§ GIVEN INFORMATION:
= = =

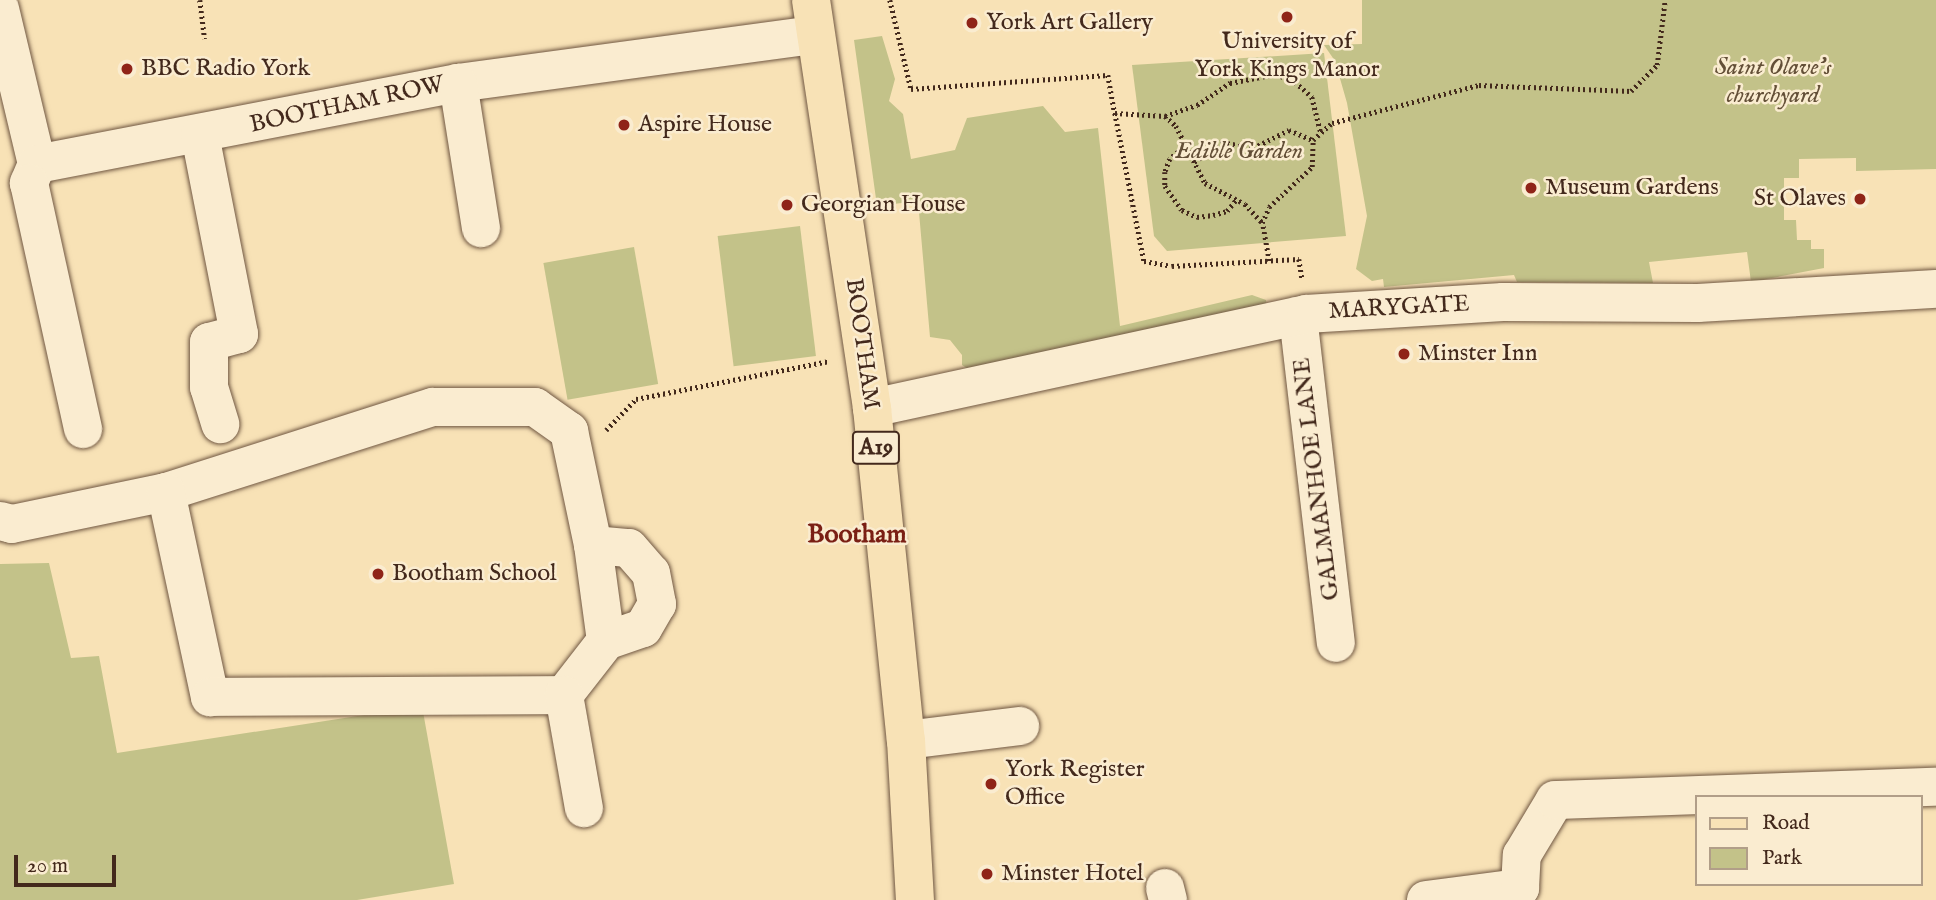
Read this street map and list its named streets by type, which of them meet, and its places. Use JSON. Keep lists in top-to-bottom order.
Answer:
{
  "streets": {
    "main road": ["BOOTHAM", "A19"],
    "street": ["BOOTHAM ROW", "MARYGATE", "GALMANHOE LANE"]
  },
  "crossings": [
    ["BOOTHAM ROW", "BOOTHAM"],
    ["MARYGATE", "BOOTHAM"],
    ["MARYGATE", "GALMANHOE LANE"]
  ],
  "districts": ["Bootham"],
  "parks": ["Saint Olave's churchyard", "Edible Garden"],
  "places": [
    "University of York Kings Manor",
    "York Art Gallery",
    "BBC Radio York",
    "Aspire House",
    "Museum Gardens",
    "St Olaves",
    "Georgian House",
    "Minster Inn",
    "Bootham School",
    "York Register Office",
    "Minster Hotel"
  ],
  "legend": ["Road", "Park"],
  "scale_bar": "20 m"
}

= = =

§ WORK TO COMPLETE: Each entry should be repeated exactly as it appears; the pictures stay out.

§ EXERCISE ANSWER:
Read this street map and list its named streets by type, which of them meet, and its places. Use JSON. Keep lists in top-to-bottom order.
Answer:
{
  "streets": {
    "main road": ["BOOTHAM", "A19"],
    "street": ["BOOTHAM ROW", "MARYGATE", "GALMANHOE LANE"]
  },
  "crossings": [
    ["BOOTHAM ROW", "BOOTHAM"],
    ["MARYGATE", "BOOTHAM"],
    ["MARYGATE", "GALMANHOE LANE"]
  ],
  "districts": ["Bootham"],
  "parks": ["Saint Olave's churchyard", "Edible Garden"],
  "places": [
    "University of York Kings Manor",
    "York Art Gallery",
    "BBC Radio York",
    "Aspire House",
    "Museum Gardens",
    "St Olaves",
    "Georgian House",
    "Minster Inn",
    "Bootham School",
    "York Register Office",
    "Minster Hotel"
  ],
  "legend": ["Road", "Park"],
  "scale_bar": "20 m"
}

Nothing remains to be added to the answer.